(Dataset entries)
================================

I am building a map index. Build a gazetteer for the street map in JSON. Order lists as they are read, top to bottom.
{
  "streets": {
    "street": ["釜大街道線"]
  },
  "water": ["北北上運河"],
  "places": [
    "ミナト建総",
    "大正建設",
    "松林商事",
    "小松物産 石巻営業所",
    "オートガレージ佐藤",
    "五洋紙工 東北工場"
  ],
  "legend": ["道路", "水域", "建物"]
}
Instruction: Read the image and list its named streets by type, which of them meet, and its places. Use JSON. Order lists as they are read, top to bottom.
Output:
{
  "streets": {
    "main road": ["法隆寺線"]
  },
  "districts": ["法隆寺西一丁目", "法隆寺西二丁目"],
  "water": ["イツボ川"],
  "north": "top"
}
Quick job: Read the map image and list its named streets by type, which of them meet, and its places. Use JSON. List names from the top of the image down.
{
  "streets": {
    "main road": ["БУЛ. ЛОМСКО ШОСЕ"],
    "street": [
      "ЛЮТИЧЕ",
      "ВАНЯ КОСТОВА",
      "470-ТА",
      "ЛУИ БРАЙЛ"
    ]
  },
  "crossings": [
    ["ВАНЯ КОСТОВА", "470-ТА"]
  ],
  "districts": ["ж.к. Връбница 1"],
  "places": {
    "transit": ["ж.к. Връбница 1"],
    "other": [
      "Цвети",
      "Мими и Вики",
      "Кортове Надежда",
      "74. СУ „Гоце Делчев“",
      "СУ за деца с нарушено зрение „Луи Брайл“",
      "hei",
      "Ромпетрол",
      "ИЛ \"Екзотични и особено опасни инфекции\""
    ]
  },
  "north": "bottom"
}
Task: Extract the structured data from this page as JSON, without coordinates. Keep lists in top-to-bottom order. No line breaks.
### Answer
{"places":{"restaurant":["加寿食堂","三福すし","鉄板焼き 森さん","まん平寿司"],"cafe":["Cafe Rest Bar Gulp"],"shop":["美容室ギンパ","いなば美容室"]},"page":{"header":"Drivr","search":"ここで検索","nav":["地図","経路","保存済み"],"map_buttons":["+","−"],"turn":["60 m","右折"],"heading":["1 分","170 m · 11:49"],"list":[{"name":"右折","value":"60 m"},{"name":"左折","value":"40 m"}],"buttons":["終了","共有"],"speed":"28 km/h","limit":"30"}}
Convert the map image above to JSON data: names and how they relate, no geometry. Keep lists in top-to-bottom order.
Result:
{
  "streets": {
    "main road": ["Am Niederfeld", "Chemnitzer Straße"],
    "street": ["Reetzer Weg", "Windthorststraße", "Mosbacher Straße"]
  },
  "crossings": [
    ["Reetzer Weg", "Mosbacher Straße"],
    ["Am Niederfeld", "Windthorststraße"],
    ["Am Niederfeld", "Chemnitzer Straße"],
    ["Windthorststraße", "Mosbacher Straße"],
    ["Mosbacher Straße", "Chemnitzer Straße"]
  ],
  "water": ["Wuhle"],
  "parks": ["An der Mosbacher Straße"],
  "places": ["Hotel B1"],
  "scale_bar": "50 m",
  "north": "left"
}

================================

■ EXERCISE GOAL: Exact copies of all the entries above should be returned.

■ ANSWER AREA:
I am building a map index. Build a gazetteer for the street map in JSON. Order lists as they are read, top to bottom.
{
  "streets": {
    "street": ["釜大街道線"]
  },
  "water": ["北北上運河"],
  "places": [
    "ミナト建総",
    "大正建設",
    "松林商事",
    "小松物産 石巻営業所",
    "オートガレージ佐藤",
    "五洋紙工 東北工場"
  ],
  "legend": ["道路", "水域", "建物"]
}
Instruction: Read the image and list its named streets by type, which of them meet, and its places. Use JSON. Order lists as they are read, top to bottom.
Output:
{
  "streets": {
    "main road": ["法隆寺線"]
  },
  "districts": ["法隆寺西一丁目", "法隆寺西二丁目"],
  "water": ["イツボ川"],
  "north": "top"
}
Quick job: Read the map image and list its named streets by type, which of them meet, and its places. Use JSON. List names from the top of the image down.
{
  "streets": {
    "main road": ["БУЛ. ЛОМСКО ШОСЕ"],
    "street": [
      "ЛЮТИЧЕ",
      "ВАНЯ КОСТОВА",
      "470-ТА",
      "ЛУИ БРАЙЛ"
    ]
  },
  "crossings": [
    ["ВАНЯ КОСТОВА", "470-ТА"]
  ],
  "districts": ["ж.к. Връбница 1"],
  "places": {
    "transit": ["ж.к. Връбница 1"],
    "other": [
      "Цвети",
      "Мими и Вики",
      "Кортове Надежда",
      "74. СУ „Гоце Делчев“",
      "СУ за деца с нарушено зрение „Луи Брайл“",
      "hei",
      "Ромпетрол",
      "ИЛ \"Екзотични и особено опасни инфекции\""
    ]
  },
  "north": "bottom"
}
Task: Extract the structured data from this page as JSON, without coordinates. Keep lists in top-to-bottom order. No line breaks.
### Answer
{"places":{"restaurant":["加寿食堂","三福すし","鉄板焼き 森さん","まん平寿司"],"cafe":["Cafe Rest Bar Gulp"],"shop":["美容室ギンパ","いなば美容室"]},"page":{"header":"Drivr","search":"ここで検索","nav":["地図","経路","保存済み"],"map_buttons":["+","−"],"turn":["60 m","右折"],"heading":["1 分","170 m · 11:49"],"list":[{"name":"右折","value":"60 m"},{"name":"左折","value":"40 m"}],"buttons":["終了","共有"],"speed":"28 km/h","limit":"30"}}
Convert the map image above to JSON data: names and how they relate, no geometry. Keep lists in top-to-bottom order.
Result:
{
  "streets": {
    "main road": ["Am Niederfeld", "Chemnitzer Straße"],
    "street": ["Reetzer Weg", "Windthorststraße", "Mosbacher Straße"]
  },
  "crossings": [
    ["Reetzer Weg", "Mosbacher Straße"],
    ["Am Niederfeld", "Windthorststraße"],
    ["Am Niederfeld", "Chemnitzer Straße"],
    ["Windthorststraße", "Mosbacher Straße"],
    ["Mosbacher Straße", "Chemnitzer Straße"]
  ],
  "water": ["Wuhle"],
  "parks": ["An der Mosbacher Straße"],
  "places": ["Hotel B1"],
  "scale_bar": "50 m",
  "north": "left"
}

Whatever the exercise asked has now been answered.